True Love succeeds because of the massive presence of Toots and his towering gospel-hall voice, as well as a stellar back-up band, which keeps the guests’ contributions respectfully within the bounds of the Maytals corral. While none of these pairings adds anything essential to songs that were already certified hits back in the late 60s and 70s, this album is likely to expose a whole new generation of listeners to the work of one of Jamaica’s greatest and most influential bands. And that, as Martha Stewart used to say, is a good thing.

Georgia Popplewell

Second coming

Remember Me Reloaded Sheldon Blackman (ES 00147)
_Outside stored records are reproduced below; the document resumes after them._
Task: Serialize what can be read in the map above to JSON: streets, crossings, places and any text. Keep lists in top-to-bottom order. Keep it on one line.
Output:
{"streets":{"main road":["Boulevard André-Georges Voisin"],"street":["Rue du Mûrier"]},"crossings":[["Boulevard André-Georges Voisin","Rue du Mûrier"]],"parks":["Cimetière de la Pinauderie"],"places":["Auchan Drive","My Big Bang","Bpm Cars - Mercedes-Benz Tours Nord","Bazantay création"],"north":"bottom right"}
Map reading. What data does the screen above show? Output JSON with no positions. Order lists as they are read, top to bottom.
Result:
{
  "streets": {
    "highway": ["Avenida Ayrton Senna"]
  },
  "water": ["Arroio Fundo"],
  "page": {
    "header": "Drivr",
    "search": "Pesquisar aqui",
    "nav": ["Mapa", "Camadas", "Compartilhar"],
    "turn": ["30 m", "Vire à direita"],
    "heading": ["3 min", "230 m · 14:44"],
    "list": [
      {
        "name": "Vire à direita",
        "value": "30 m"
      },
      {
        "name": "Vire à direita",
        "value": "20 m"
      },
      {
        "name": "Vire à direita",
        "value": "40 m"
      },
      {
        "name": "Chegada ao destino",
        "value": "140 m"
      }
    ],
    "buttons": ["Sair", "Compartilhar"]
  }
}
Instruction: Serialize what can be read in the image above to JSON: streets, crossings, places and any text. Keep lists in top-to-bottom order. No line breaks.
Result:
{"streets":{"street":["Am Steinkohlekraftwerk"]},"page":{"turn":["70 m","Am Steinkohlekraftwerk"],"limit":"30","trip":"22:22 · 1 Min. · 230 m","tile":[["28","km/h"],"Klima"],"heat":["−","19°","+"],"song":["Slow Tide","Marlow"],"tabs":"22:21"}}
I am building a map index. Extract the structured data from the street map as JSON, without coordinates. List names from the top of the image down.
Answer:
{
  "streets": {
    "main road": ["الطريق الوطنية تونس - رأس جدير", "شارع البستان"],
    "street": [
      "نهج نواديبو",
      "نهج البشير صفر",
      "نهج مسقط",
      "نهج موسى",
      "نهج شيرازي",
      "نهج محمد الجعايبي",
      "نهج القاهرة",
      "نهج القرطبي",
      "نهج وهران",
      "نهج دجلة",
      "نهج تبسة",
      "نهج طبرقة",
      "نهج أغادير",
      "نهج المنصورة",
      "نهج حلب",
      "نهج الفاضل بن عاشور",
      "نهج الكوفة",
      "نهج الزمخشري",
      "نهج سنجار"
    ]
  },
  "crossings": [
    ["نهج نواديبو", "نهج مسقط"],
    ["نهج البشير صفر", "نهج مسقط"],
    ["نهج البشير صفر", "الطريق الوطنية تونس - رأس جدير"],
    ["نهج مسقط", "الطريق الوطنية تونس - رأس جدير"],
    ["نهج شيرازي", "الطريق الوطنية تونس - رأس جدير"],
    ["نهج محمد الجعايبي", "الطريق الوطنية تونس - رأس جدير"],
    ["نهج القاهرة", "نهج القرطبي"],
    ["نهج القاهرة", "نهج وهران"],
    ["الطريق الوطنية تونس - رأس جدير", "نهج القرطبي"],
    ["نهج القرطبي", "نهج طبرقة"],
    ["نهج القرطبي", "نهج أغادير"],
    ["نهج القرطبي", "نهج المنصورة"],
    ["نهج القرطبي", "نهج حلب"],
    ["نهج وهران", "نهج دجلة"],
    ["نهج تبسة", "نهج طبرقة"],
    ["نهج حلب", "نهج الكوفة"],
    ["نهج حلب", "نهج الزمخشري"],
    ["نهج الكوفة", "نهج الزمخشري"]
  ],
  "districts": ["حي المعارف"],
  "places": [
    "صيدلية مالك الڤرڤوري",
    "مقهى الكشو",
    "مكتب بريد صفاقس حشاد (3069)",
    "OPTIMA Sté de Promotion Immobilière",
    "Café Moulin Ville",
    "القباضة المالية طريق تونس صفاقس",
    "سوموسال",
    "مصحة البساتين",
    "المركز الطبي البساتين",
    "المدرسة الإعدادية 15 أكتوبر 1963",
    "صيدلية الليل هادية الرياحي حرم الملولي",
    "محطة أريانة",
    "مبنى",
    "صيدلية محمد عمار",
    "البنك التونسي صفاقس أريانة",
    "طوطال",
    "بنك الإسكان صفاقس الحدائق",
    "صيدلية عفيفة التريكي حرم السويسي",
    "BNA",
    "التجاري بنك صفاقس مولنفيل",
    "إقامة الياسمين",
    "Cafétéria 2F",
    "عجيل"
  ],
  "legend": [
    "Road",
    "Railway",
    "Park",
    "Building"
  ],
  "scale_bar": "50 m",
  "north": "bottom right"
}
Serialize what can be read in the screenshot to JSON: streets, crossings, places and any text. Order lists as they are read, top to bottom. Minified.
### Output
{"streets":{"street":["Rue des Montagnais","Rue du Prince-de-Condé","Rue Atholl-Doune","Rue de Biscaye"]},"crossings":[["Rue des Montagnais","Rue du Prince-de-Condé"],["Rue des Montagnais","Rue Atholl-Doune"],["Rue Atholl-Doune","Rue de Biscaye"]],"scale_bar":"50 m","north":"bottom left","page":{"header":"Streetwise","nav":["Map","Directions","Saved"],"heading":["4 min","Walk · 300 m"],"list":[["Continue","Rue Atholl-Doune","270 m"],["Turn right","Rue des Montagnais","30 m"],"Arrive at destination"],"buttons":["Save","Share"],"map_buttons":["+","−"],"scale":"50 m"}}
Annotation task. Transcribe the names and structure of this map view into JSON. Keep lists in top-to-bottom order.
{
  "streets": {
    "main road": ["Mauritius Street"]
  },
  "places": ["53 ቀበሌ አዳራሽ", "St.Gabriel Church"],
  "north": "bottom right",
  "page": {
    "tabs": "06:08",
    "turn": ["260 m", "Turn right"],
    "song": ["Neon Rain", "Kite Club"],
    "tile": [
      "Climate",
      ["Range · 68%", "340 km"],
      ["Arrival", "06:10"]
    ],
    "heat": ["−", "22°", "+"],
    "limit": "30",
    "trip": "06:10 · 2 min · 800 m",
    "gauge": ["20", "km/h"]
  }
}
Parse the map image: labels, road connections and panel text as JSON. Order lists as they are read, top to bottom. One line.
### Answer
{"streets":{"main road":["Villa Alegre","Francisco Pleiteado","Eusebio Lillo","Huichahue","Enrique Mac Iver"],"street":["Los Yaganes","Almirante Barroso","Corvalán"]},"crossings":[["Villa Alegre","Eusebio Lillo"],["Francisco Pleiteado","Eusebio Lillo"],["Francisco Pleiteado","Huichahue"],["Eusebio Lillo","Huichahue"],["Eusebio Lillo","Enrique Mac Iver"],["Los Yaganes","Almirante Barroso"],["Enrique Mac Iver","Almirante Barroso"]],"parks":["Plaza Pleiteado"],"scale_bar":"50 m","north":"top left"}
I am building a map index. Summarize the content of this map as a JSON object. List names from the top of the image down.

This isn’t an exact re-issue of 2000’s oft-brilliant Remember Me. There’ve been additions as well as subtractions, and this version is — perhaps more accurately — credited to Sheldon Blackman rather than Sheldon Blackman and the Love Circle. The ultra-talented Blackman, having some fun with the album’s title, has described Reloaded as “re-designed, re-structured, re-mastered, re-packaged, re-vitalised, re-launched,” adding that “some songs have even been re-moved.” Reloaded loses three of its predecessor’s tracks, including a Christmas song whose inclusion probably had many listeners scratching their heads in the first place, and adds two: the not terribly memorable Revolution (chant), and a version of the Love Circle’s classic anti-drugs anthem Watch Out My Children which mixes the late Ras Shorty I’s lead vocal with Sheldon’s. But all in all this is a better sounding album than its predecessor, better showcasing Blackman’s soaring voice and the exceptional musicianship of the Blackman family band the Love Circle.

GP

 

Belle musique

October is Creole Heritage Month, celebrating the Caribbean’s French Creole culture. In St Lucia — where a French-based patois is widely spoken, and influences the accent even of those who speak only English — the main event is Jounen Kweyol, or International Creole Day, which this year falls on 24 October. A massive celebration of food, music, dancing, and folklore unfolds across the island, each village showing off the best it has to offer. But for music lovers, the main event takes place a week later, two islands to the north, in Dominica, where the World Creole Music Festival takes place over the last weekend of the month. This year, Festival City near Roseau will host thousands of fans and acts like zouk mega-stars Kassav, Haiti’s Tabou Combo and the “bad boy of compas” Sweet Mickey, Antigua’s Burning Flames, and Barbados’s Atlantik, plus Dominica’s own WCK, originators of the musical style they call bouyon.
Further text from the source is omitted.